Cereal Chem 72:539-544 |
Identification of Wheat Genotypes Tolerant to the Effects of Heat Stress on Grain Quality.
C. Blumenthal, F. Bekes, P. W. Gras, E. W. R. Barlow, and C. W. Wrigley. Copyright 1995 by the American Association of Cereal Chemists, Inc.
High-temperature stress (greater than 35 C) during the grain-filling period has the potential to modify grain quality. A consequent weakening of dough properties has been reported for many wheat genotypes.
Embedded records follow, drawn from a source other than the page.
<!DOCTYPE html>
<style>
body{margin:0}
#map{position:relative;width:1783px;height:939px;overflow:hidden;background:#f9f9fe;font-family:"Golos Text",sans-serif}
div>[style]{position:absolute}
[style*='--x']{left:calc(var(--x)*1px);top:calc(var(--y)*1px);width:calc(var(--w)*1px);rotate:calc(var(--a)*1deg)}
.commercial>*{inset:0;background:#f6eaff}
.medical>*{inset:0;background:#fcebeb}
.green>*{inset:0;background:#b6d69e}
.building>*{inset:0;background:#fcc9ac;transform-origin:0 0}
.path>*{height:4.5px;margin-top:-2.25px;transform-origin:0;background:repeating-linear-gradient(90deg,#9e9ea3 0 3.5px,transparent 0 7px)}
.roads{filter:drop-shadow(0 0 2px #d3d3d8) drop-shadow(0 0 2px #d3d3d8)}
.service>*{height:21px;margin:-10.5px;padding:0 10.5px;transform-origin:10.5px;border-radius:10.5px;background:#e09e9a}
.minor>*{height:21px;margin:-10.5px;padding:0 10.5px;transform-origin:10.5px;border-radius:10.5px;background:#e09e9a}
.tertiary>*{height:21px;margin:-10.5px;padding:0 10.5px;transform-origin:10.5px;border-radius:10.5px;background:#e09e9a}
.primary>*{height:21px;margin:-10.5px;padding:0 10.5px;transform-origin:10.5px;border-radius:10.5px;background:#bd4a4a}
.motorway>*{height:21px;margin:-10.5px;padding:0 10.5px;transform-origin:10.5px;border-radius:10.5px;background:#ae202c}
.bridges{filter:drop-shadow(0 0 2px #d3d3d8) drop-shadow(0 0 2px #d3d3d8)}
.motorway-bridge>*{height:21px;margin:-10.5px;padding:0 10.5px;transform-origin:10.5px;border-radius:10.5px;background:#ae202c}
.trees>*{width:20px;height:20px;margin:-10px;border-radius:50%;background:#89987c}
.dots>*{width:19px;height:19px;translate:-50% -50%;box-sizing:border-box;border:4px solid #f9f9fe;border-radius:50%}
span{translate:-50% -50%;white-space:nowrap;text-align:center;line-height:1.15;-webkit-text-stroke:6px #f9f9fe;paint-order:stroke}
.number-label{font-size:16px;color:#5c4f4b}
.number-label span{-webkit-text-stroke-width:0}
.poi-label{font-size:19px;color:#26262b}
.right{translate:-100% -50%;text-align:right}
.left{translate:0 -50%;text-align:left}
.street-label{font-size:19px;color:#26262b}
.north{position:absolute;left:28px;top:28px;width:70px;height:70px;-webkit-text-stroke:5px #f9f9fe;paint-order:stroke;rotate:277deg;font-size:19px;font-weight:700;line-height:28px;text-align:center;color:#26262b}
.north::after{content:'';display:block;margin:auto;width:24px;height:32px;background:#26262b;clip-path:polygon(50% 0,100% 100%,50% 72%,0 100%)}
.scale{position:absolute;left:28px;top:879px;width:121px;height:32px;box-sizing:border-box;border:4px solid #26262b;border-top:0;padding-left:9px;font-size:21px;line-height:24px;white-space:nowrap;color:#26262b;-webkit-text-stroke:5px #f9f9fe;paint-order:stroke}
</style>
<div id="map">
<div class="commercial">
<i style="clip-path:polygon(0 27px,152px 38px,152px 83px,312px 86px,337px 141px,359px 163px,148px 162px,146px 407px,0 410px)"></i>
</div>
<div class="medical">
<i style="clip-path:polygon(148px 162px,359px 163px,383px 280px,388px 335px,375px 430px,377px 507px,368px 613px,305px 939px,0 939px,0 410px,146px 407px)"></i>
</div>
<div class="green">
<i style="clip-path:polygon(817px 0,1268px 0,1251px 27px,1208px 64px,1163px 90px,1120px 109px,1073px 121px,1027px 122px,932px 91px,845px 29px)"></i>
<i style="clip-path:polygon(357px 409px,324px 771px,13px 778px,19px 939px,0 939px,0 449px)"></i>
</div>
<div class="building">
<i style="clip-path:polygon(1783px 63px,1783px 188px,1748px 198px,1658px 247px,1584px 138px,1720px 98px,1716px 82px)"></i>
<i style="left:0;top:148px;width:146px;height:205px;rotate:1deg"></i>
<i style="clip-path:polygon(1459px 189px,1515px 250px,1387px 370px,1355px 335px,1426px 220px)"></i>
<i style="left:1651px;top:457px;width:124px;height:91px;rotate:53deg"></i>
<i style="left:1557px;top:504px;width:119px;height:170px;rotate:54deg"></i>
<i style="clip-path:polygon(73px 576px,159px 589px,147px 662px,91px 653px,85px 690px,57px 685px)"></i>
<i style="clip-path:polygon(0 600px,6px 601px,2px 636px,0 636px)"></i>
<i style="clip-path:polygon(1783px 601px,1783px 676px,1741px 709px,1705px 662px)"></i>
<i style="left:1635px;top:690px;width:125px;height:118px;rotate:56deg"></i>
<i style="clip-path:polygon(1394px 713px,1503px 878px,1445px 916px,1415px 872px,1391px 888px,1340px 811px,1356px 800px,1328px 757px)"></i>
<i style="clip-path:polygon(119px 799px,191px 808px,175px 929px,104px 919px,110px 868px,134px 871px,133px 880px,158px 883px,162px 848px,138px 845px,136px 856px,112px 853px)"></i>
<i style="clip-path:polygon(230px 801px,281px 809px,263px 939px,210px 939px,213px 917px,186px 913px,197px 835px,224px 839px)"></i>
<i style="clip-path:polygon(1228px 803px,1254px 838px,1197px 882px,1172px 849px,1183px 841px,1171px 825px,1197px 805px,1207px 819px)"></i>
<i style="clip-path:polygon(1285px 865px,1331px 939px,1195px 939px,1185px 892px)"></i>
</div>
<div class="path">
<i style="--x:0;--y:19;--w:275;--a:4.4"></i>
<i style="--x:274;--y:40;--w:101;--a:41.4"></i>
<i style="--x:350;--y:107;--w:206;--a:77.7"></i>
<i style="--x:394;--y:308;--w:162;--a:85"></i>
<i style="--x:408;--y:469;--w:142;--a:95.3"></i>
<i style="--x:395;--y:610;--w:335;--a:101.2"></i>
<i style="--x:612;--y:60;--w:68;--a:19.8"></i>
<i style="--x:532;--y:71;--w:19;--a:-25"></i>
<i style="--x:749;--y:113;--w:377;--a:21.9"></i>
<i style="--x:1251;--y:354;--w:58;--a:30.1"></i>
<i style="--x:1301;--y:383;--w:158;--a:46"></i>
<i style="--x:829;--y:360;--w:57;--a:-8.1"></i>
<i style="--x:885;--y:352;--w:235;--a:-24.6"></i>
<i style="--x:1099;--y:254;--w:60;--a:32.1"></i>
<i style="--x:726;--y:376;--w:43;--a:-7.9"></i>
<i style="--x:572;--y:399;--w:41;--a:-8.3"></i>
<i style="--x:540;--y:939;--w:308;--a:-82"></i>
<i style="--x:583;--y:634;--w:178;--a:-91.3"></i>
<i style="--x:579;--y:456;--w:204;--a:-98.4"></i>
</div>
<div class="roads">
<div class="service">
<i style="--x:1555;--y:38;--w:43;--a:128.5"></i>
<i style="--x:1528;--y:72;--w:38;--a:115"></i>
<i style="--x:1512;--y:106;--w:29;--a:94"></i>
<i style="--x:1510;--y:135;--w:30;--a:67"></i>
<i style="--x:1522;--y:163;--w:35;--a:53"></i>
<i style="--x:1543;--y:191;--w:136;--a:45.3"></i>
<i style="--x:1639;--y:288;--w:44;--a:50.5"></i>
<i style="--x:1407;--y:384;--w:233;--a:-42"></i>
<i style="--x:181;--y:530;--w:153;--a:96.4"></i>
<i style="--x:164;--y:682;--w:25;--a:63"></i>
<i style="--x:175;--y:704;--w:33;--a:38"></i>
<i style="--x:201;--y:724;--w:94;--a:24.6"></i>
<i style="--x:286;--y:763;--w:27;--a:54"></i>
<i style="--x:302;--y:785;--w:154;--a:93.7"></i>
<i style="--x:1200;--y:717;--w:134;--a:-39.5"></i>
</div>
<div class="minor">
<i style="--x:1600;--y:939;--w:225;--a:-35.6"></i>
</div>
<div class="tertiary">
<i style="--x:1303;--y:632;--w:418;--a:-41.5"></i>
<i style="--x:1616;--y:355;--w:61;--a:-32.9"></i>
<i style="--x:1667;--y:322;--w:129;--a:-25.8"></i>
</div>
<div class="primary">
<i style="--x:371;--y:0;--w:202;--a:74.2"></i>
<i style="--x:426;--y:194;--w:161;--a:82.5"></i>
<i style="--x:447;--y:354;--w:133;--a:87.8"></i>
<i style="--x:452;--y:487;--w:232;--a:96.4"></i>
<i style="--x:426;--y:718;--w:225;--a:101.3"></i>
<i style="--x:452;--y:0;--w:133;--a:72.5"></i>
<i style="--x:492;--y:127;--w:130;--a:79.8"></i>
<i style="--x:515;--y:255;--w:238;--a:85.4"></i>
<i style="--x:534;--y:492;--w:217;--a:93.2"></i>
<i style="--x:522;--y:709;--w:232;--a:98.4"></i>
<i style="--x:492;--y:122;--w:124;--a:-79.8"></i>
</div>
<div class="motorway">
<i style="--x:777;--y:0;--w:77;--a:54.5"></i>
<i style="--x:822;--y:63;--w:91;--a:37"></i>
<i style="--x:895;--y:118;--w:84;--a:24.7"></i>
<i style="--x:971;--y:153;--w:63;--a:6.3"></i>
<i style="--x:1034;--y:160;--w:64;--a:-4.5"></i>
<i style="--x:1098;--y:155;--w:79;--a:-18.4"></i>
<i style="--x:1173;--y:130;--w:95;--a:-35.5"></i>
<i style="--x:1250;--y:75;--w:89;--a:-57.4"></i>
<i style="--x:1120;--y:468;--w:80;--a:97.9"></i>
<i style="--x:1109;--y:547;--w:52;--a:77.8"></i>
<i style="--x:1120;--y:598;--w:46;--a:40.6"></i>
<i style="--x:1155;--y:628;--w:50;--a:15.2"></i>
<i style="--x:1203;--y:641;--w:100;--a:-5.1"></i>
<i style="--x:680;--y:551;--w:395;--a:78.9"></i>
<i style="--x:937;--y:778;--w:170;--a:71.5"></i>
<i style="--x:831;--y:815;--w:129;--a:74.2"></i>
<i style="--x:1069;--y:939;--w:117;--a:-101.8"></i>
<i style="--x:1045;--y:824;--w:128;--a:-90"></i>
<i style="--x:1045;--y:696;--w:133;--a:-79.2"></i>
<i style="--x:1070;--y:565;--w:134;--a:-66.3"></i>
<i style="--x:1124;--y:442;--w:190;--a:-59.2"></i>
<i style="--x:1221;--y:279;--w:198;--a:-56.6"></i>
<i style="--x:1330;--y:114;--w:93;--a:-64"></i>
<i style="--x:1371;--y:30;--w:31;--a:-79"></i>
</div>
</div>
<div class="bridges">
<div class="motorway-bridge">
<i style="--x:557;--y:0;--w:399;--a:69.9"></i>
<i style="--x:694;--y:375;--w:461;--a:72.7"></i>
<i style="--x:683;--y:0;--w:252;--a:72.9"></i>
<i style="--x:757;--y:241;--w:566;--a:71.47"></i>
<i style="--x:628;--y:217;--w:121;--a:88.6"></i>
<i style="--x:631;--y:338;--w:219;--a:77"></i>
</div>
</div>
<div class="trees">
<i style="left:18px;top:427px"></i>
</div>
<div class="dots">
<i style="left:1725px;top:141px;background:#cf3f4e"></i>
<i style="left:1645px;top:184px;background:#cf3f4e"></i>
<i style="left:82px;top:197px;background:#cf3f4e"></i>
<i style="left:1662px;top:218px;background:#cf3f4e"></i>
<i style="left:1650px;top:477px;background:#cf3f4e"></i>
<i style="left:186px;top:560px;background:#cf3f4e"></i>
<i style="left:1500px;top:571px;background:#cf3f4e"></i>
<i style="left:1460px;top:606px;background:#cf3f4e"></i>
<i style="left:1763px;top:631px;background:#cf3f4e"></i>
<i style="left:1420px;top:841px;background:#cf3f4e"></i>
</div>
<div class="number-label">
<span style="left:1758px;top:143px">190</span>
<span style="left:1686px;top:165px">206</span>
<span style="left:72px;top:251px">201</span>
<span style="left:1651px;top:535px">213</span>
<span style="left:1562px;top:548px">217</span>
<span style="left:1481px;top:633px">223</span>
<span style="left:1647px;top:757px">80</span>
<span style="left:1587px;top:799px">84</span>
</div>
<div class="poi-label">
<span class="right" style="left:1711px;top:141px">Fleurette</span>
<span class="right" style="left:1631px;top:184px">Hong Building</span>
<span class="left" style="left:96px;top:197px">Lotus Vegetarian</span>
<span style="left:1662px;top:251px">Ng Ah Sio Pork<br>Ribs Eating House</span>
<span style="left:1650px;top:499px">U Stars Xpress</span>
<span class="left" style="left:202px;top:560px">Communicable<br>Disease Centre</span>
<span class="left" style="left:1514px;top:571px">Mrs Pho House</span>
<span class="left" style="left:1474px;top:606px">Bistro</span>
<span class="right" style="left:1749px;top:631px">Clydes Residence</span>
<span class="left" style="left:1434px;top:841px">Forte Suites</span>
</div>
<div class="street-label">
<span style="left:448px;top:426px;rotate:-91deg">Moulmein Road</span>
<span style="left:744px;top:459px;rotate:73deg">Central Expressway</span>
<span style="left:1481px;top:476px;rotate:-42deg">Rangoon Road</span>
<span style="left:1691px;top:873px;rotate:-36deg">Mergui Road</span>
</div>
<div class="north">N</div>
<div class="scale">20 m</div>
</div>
The experiment described in this article was designed to identify wheat genotypes that might be tolerant to the effects of heat stress on grain quality and to further assess the molecular basis of these changes. A diverse set of 45 wheat genotypes was exposed to 10 hr of 40 C on each of three consecutive days in a phytotron. Mean values for all genotypes (with unheated control samples, all in duplicate) showed highly significant changes (P less than 0.001) in 1,000 kernel weight (-17% difference for heat stressed minus control), protein content (17% increase), dough mixing time in a 2-g Mixograph (-13%), and resistance breakdown (17%). The general weakening of dough due to heat was accompanied by a decrease in glutenin-to-gliadin ratio and in the percentage of very large glutenin polymers. Bound lipid content increased, and there was a general reduction (-9%) in the proportion of small (B-type) starch granules. For all these attributes, reactions for individual genotypes ranged from little change (tolerance to heat stress) to considerable change (susceptible to heat stress). A group of genotypes was thus identified that should be useful in breeding attempts to stabilize wheats against heat-related variations in grain quality. Markers identified as potentially useful in breeding for tolerance include the presence of the Glu-D1d allele (glutenin subunits 5 and 10), and increases in glutenin-to-gliadin ratio and in the percentage of very large glutenin polymers.